*Action item*
Your output should be the complete listing, repeated exactly.

*Extracted data*
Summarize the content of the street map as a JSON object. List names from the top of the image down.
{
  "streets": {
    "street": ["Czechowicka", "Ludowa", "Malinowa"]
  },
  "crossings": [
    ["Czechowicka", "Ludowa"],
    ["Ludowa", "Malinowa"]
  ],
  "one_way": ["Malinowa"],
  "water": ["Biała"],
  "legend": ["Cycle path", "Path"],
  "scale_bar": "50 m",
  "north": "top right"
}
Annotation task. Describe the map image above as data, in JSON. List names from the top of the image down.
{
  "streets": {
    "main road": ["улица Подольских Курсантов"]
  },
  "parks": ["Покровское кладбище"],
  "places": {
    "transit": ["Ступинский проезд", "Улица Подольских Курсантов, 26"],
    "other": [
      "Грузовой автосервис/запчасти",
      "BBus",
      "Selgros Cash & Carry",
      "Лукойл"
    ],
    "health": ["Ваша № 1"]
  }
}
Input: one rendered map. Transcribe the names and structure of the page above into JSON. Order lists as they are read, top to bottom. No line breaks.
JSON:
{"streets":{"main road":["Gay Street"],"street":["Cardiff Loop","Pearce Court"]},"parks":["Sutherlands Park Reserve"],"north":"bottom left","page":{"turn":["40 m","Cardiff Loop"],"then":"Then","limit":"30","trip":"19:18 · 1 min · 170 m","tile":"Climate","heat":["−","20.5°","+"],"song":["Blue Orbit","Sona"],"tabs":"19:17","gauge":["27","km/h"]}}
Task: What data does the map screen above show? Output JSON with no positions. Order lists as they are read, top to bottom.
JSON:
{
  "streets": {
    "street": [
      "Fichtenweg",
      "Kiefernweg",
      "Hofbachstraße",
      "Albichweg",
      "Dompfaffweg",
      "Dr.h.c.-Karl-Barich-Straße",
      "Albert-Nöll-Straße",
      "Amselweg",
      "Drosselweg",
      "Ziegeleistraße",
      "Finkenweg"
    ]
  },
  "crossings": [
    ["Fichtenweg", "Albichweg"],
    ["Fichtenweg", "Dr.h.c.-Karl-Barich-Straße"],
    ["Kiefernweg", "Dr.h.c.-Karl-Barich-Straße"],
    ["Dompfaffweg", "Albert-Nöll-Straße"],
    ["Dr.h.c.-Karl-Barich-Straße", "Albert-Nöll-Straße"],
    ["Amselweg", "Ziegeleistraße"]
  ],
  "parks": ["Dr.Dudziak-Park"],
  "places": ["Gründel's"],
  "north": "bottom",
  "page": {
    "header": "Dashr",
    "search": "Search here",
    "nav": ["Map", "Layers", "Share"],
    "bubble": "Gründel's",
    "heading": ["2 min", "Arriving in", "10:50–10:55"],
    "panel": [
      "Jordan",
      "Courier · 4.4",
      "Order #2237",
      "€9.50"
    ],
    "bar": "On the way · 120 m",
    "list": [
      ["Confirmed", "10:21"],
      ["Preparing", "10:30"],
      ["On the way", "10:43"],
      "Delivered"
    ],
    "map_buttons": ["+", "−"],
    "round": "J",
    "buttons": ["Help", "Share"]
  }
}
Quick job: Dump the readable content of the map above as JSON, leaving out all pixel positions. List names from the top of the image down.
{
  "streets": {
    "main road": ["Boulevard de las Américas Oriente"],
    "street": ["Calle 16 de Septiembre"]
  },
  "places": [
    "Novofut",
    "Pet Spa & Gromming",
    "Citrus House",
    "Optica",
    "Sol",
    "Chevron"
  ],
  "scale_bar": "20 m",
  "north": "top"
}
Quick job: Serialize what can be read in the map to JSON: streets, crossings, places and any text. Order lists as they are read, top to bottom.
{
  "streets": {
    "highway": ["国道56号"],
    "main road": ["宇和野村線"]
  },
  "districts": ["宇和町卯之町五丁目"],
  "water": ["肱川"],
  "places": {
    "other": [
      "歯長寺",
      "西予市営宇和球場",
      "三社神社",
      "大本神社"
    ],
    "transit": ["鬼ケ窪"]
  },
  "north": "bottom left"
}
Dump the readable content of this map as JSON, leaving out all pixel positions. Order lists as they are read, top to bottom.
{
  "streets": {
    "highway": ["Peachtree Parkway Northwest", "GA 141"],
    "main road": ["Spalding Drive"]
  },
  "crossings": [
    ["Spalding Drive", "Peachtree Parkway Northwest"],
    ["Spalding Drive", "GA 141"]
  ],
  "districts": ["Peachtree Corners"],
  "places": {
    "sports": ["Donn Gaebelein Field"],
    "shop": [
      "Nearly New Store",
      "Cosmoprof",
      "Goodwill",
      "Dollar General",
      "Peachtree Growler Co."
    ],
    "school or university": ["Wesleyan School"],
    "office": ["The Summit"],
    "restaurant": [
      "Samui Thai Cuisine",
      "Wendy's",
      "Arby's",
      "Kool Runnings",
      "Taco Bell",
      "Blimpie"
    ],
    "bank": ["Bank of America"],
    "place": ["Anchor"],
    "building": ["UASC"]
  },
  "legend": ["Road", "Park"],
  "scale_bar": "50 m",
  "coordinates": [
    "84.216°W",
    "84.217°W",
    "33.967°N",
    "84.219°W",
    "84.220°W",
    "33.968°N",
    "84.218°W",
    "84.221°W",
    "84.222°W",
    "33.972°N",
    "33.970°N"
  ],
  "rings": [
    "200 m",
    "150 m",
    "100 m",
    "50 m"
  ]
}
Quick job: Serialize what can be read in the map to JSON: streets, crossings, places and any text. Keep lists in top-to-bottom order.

*Response*
Summarize the content of the street map as a JSON object. List names from the top of the image down.
{
  "streets": {
    "street": ["Czechowicka", "Ludowa", "Malinowa"]
  },
  "crossings": [
    ["Czechowicka", "Ludowa"],
    ["Ludowa", "Malinowa"]
  ],
  "one_way": ["Malinowa"],
  "water": ["Biała"],
  "legend": ["Cycle path", "Path"],
  "scale_bar": "50 m",
  "north": "top right"
}
Annotation task. Describe the map image above as data, in JSON. List names from the top of the image down.
{
  "streets": {
    "main road": ["улица Подольских Курсантов"]
  },
  "parks": ["Покровское кладбище"],
  "places": {
    "transit": ["Ступинский проезд", "Улица Подольских Курсантов, 26"],
    "other": [
      "Грузовой автосервис/запчасти",
      "BBus",
      "Selgros Cash & Carry",
      "Лукойл"
    ],
    "health": ["Ваша № 1"]
  }
}
Input: one rendered map. Transcribe the names and structure of the page above into JSON. Order lists as they are read, top to bottom. No line breaks.
JSON:
{"streets":{"main road":["Gay Street"],"street":["Cardiff Loop","Pearce Court"]},"parks":["Sutherlands Park Reserve"],"north":"bottom left","page":{"turn":["40 m","Cardiff Loop"],"then":"Then","limit":"30","trip":"19:18 · 1 min · 170 m","tile":"Climate","heat":["−","20.5°","+"],"song":["Blue Orbit","Sona"],"tabs":"19:17","gauge":["27","km/h"]}}
Task: What data does the map screen above show? Output JSON with no positions. Order lists as they are read, top to bottom.
JSON:
{
  "streets": {
    "street": [
      "Fichtenweg",
      "Kiefernweg",
      "Hofbachstraße",
      "Albichweg",
      "Dompfaffweg",
      "Dr.h.c.-Karl-Barich-Straße",
      "Albert-Nöll-Straße",
      "Amselweg",
      "Drosselweg",
      "Ziegeleistraße",
      "Finkenweg"
    ]
  },
  "crossings": [
    ["Fichtenweg", "Albichweg"],
    ["Fichtenweg", "Dr.h.c.-Karl-Barich-Straße"],
    ["Kiefernweg", "Dr.h.c.-Karl-Barich-Straße"],
    ["Dompfaffweg", "Albert-Nöll-Straße"],
    ["Dr.h.c.-Karl-Barich-Straße", "Albert-Nöll-Straße"],
    ["Amselweg", "Ziegeleistraße"]
  ],
  "parks": ["Dr.Dudziak-Park"],
  "places": ["Gründel's"],
  "north": "bottom",
  "page": {
    "header": "Dashr",
    "search": "Search here",
    "nav": ["Map", "Layers", "Share"],
    "bubble": "Gründel's",
    "heading": ["2 min", "Arriving in", "10:50–10:55"],
    "panel": [
      "Jordan",
      "Courier · 4.4",
      "Order #2237",
      "€9.50"
    ],
    "bar": "On the way · 120 m",
    "list": [
      ["Confirmed", "10:21"],
      ["Preparing", "10:30"],
      ["On the way", "10:43"],
      "Delivered"
    ],
    "map_buttons": ["+", "−"],
    "round": "J",
    "buttons": ["Help", "Share"]
  }
}
Quick job: Dump the readable content of the map above as JSON, leaving out all pixel positions. List names from the top of the image down.
{
  "streets": {
    "main road": ["Boulevard de las Américas Oriente"],
    "street": ["Calle 16 de Septiembre"]
  },
  "places": [
    "Novofut",
    "Pet Spa & Gromming",
    "Citrus House",
    "Optica",
    "Sol",
    "Chevron"
  ],
  "scale_bar": "20 m",
  "north": "top"
}
Quick job: Serialize what can be read in the map to JSON: streets, crossings, places and any text. Order lists as they are read, top to bottom.
{
  "streets": {
    "highway": ["国道56号"],
    "main road": ["宇和野村線"]
  },
  "districts": ["宇和町卯之町五丁目"],
  "water": ["肱川"],
  "places": {
    "other": [
      "歯長寺",
      "西予市営宇和球場",
      "三社神社",
      "大本神社"
    ],
    "transit": ["鬼ケ窪"]
  },
  "north": "bottom left"
}
Dump the readable content of this map as JSON, leaving out all pixel positions. Order lists as they are read, top to bottom.
{
  "streets": {
    "highway": ["Peachtree Parkway Northwest", "GA 141"],
    "main road": ["Spalding Drive"]
  },
  "crossings": [
    ["Spalding Drive", "Peachtree Parkway Northwest"],
    ["Spalding Drive", "GA 141"]
  ],
  "districts": ["Peachtree Corners"],
  "places": {
    "sports": ["Donn Gaebelein Field"],
    "shop": [
      "Nearly New Store",
      "Cosmoprof",
      "Goodwill",
      "Dollar General",
      "Peachtree Growler Co."
    ],
    "school or university": ["Wesleyan School"],
    "office": ["The Summit"],
    "restaurant": [
      "Samui Thai Cuisine",
      "Wendy's",
      "Arby's",
      "Kool Runnings",
      "Taco Bell",
      "Blimpie"
    ],
    "bank": ["Bank of America"],
    "place": ["Anchor"],
    "building": ["UASC"]
  },
  "legend": ["Road", "Park"],
  "scale_bar": "50 m",
  "coordinates": [
    "84.216°W",
    "84.217°W",
    "33.967°N",
    "84.219°W",
    "84.220°W",
    "33.968°N",
    "84.218°W",
    "84.221°W",
    "84.222°W",
    "33.972°N",
    "33.970°N"
  ],
  "rings": [
    "200 m",
    "150 m",
    "100 m",
    "50 m"
  ]
}
Quick job: Serialize what can be read in the map to JSON: streets, crossings, places and any text. Keep lists in top-to-bottom order.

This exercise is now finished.